The Murut are an indigenous ethnic group, comprising 29 sub-ethnic groups inhabiting the northern inland regions of Borneo. The Murutic languages are a family of half a dozen closely related Austronesian languages. The Murut can be found mainly in Sabah, including in Sarawak, Brunei, and Kalimantan, Indonesia.

Etymology 
The literal translation of murut is "hill people".

Demographics 

A large percentage of the Murut communities are in the southwest interior of Sabah, East Malaysia, specifically the districts of Keningau, Tenom, Nabawan, and Beaufort along the Sapulut and Padas rivers. They can also be found inhabiting the border areas of Sarawak, (especially around the Lawas and Limbang areas, where they are also referred to as Tagal people), North Kalimantan (traditionally concentrated in Malinau and Nunukan), and Brunei. 
 
The Murut population in Brunei is mainly found in the sparsely populated Temburong district, but are actually consisting of Southern Murut which is more accurately termed "Lun Bawang". They once supplied military might to the Sultans of Brunei. Their population has dwindled in recent years. They are defined as one of the seven indigenous groups that are considered to be Bumiputera in Brunei. The Murut in Brunei and Sarawak (Southern Murut) is ethnically and linguistically different from Murut in Sabah (Northern Murut). In Sarawak, the confusing term "Murut" is hence replaced with the term "Lun Bawang", while this has not take place in Brunei. The Northern Murut is more commonly termed "Tagol" or "Tagal" in Brunei and Sarawak.
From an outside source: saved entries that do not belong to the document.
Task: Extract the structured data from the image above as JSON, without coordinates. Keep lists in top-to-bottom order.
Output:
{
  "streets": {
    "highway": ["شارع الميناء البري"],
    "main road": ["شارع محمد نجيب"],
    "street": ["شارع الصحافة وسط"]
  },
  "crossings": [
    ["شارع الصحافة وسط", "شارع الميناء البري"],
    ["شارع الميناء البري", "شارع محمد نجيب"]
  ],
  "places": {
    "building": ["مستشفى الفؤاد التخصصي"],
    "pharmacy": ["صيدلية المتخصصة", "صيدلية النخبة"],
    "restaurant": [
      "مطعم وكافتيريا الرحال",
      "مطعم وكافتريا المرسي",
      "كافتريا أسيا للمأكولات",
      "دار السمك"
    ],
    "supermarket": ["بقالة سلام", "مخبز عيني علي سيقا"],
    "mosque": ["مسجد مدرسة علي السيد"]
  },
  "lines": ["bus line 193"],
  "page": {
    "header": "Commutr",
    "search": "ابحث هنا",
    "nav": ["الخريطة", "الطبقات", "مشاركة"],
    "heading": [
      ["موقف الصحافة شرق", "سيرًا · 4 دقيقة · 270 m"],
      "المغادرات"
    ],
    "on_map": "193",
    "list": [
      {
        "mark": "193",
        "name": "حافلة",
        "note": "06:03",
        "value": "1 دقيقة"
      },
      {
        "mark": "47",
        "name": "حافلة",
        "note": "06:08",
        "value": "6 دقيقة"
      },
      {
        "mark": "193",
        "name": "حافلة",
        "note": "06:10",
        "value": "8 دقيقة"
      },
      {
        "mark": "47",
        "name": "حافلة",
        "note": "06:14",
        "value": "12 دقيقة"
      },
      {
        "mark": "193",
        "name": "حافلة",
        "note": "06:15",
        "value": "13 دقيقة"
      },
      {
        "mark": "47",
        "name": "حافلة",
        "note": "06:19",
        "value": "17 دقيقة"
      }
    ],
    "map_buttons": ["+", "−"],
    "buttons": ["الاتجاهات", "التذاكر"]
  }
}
The Murut are divided between lowland (Timugon) and highland (Tagol) subgroups. They speak the Murutic languages, a branch of the Austronesian family. The Tagol Murut language serves as their lingua franca.

Customs and religion

The Murut were the last of Sabah's ethnic groups to renounce headhunting. As with the Iban of Sarawak, collecting heads of enemies traditionally served a very important role in Murut spiritual beliefs. For example, a man could only get married after he presented at least one head to the family of the desired girl.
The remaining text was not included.